JAKARTA, KOMPAS.com — Tak satu pun warga menyangka bahwa 2 dari 8 anak Djaelani Irsyad masuk dalam daftar pencarian orang (DPO) kasus bom JW Marriott dan Ritz-Carlton.
Di mata bekas tetangganya di Jalan Giring-giring II RT 09 RW 10, Sukmajaya, Depok II Tengah, Jawa Barat, itu, keluarga Djaelani Irsyad dikenal sebagai keluarga yang taat beragama.
Kiranya begitulah penuturan Sutarmanto (59), Ketua RT 09, saat ditemui Kompas.com di rumahnya yang hanya beberapa langkah dari rumah bekas keluarga Djaelani di Depok, Rabu (19/8).
"Djaelani itu di sini sesepuh. Di masjid pun sesekali menjadi imam," ujar Sutarman.
Djaelani punya delapan anak. Secara berurutan, kedelapan anaknya itu adalah Dermo Prihatno (DP), Anugerah (An), Muhammad Syahrir (Aing), Sabil Kurniawan (Abing), Syaifudin Zuhri (Udin), Sucihani, Subhi (Cu'i), dan Eri. Putranya yang ketiga, Mohamad Syahrir alias (Aing), dan kelima, Syaifudin Zuhri alias Udin alias Sole, menjadi DPO.

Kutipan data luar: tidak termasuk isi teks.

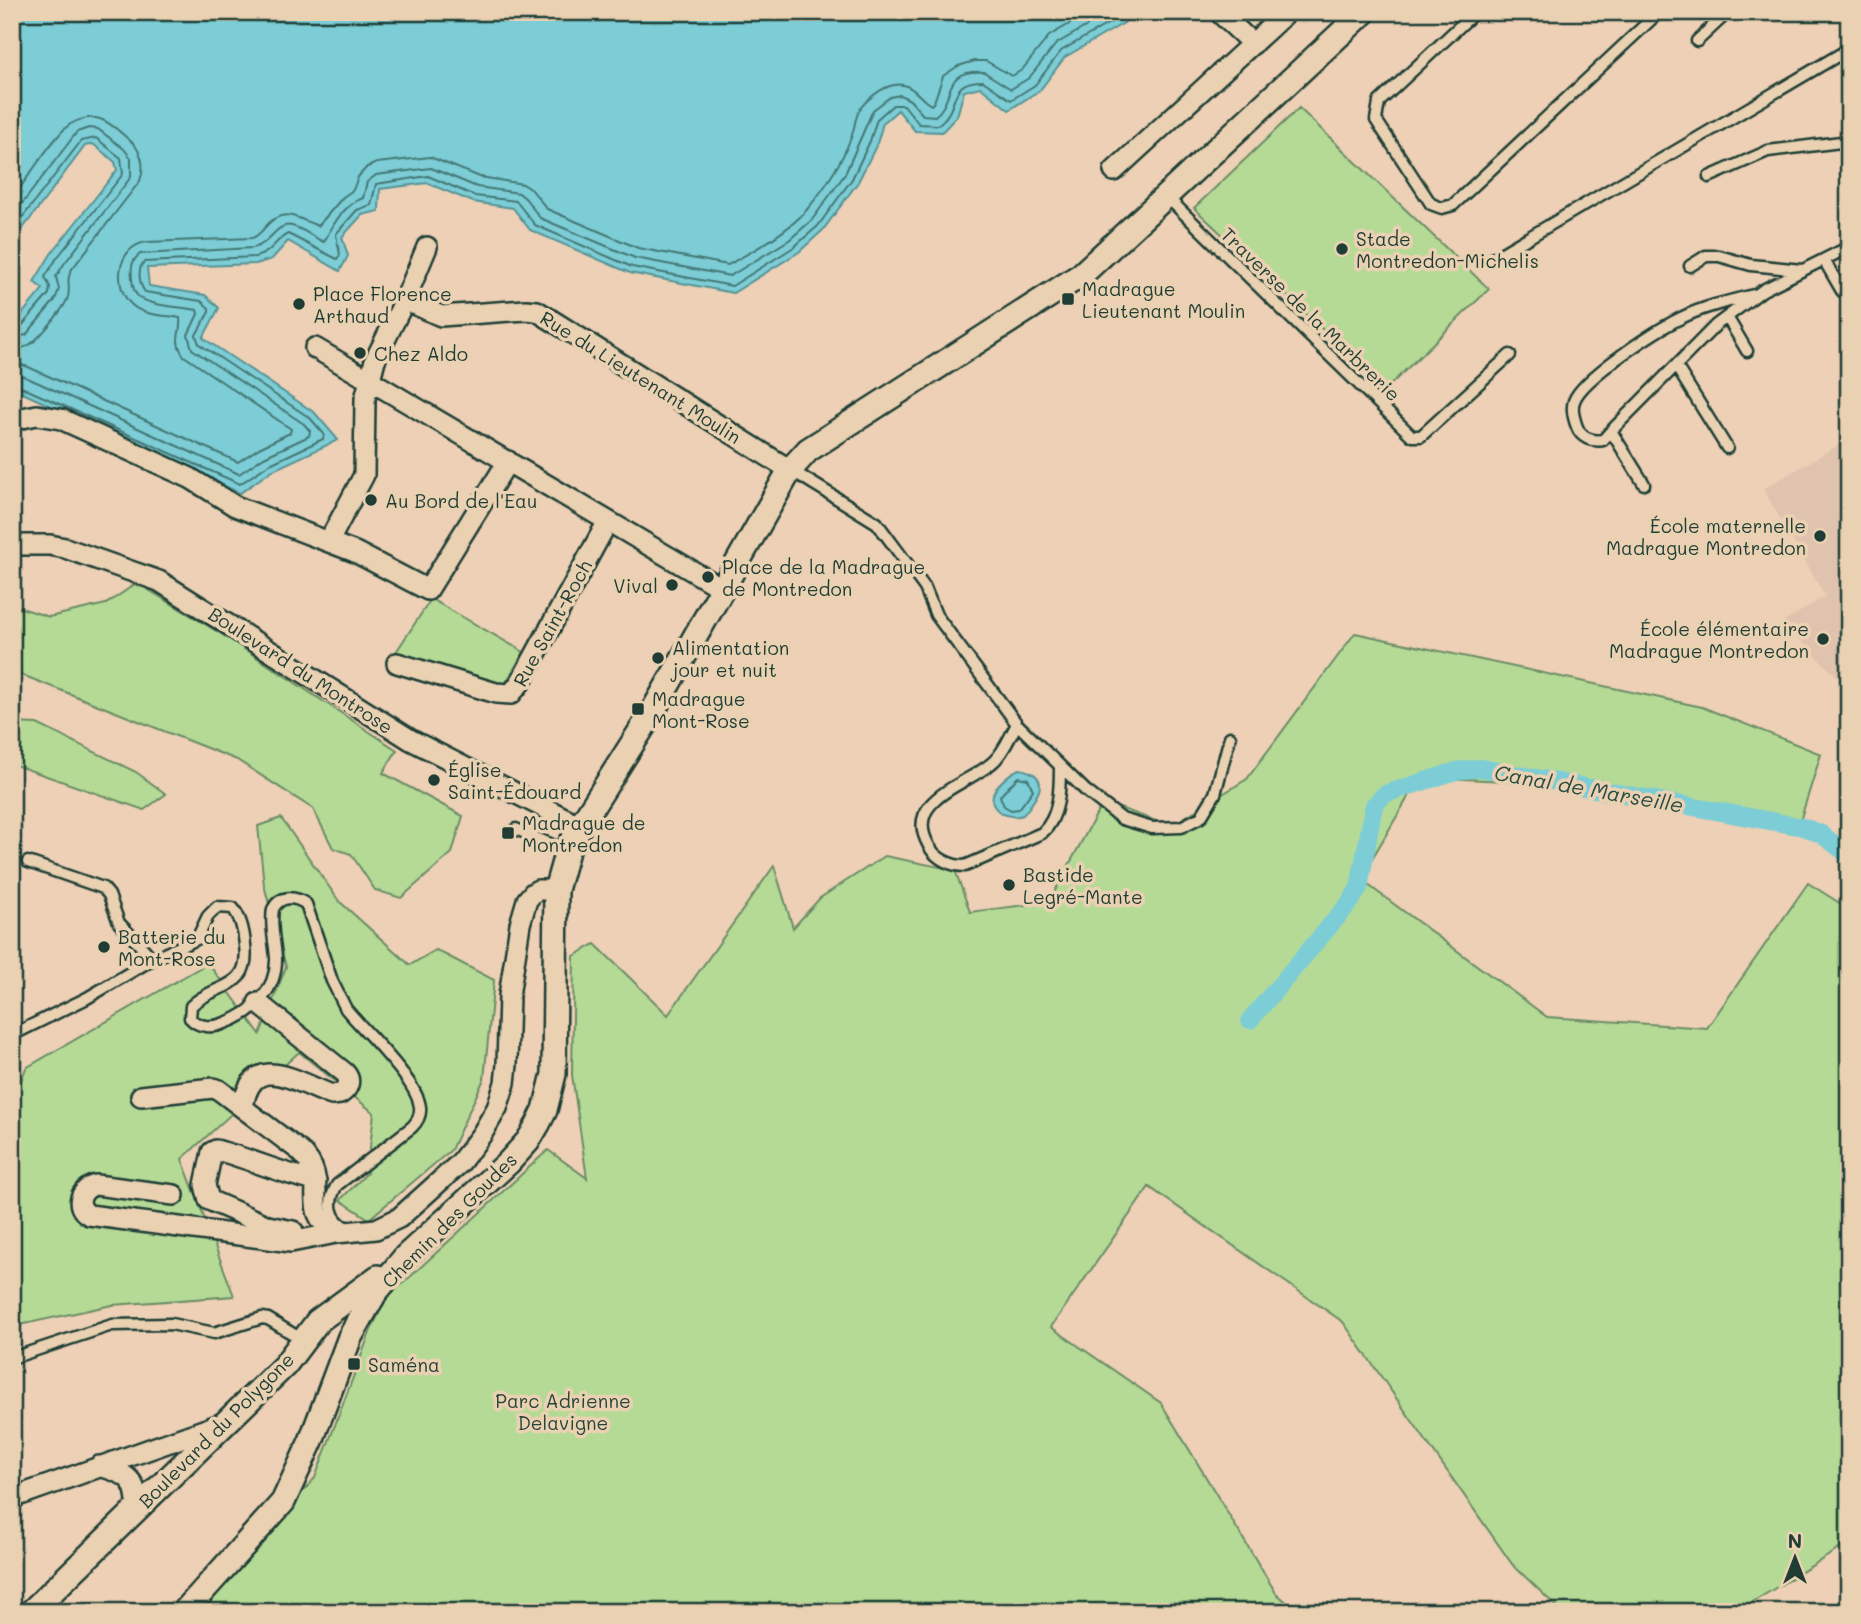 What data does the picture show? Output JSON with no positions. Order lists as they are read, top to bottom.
{
  "streets": {
    "street": [
      "Rue du Lieutenant Moulin",
      "Rue Saint-Roch",
      "Boulevard du Montrose",
      "Chemin des Goudes",
      "Boulevard du Polygone"
    ],
    "lane": ["Traverse de la Marbrerie"]
  },
  "crossings": [
    ["Traverse de la Marbrerie", "Chemin des Goudes"],
    ["Rue du Lieutenant Moulin", "Chemin des Goudes"],
    ["Boulevard du Montrose", "Chemin des Goudes"],
    ["Chemin des Goudes", "Boulevard du Polygone"]
  ],
  "water": ["Canal de Marseille"],
  "parks": ["Parc Adrienne Delavigne"],
  "places": {
    "other": [
      "Stade Montredon-Michelis",
      "Place Florence Arthaud",
      "Chez Aldo",
      "Au Bord de l'Eau",
      "École maternelle Madrague Montredon",
      "Place de la Madrague de Montredon",
      "Vival",
      "École élémentaire Madrague Montredon",
      "Alimentation jour et nuit",
      "Église Saint-Édouard",
      "Bastide Legré-Mante",
      "Batterie du Mont-Rose"
    ],
    "transit": [
      "Madrague Lieutenant Moulin",
      "Madrague Mont-Rose",
      "Madrague de Montredon",
      "Saména"
    ]
  },
  "north": "top"
}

"Dibilang fanatik sebetulnya juga tidak. Biasa saja. Cuma sesekali terlihat ada pengajian di rumahnya. Biasanya pintu rumah ditutup rapat-rapat, gorden juga ditutup, jadi kami tidak tahu persis kegiatan di dalamnya, apakah seperti pengajian pada umumnya atau bukan, kami tidak tahu," ujar pensiunan polisi ini.
Djaelani berdomisili di Depok sejak tahun 1979. Saat itu Perumahan Nasional (Perumnas) Depok rata-rata baru ditempati. Menurut Sutarman, delapan putra-putri Djaelani ketika itu masih kecil dan remaja. Djaelani sendiri waktu itu menjadi ketua RT pertama di wilayah tersebut.
"Perangainya sangat halus karena memang ia sendiri seorang guru. Meskipun jarang keluar rumah, orangnya suka menegur orang lain. Anak-anaknya juga ramah. Mereka bergaul sebagaimana anak-anak lain sebayanya di sini," tuturnya.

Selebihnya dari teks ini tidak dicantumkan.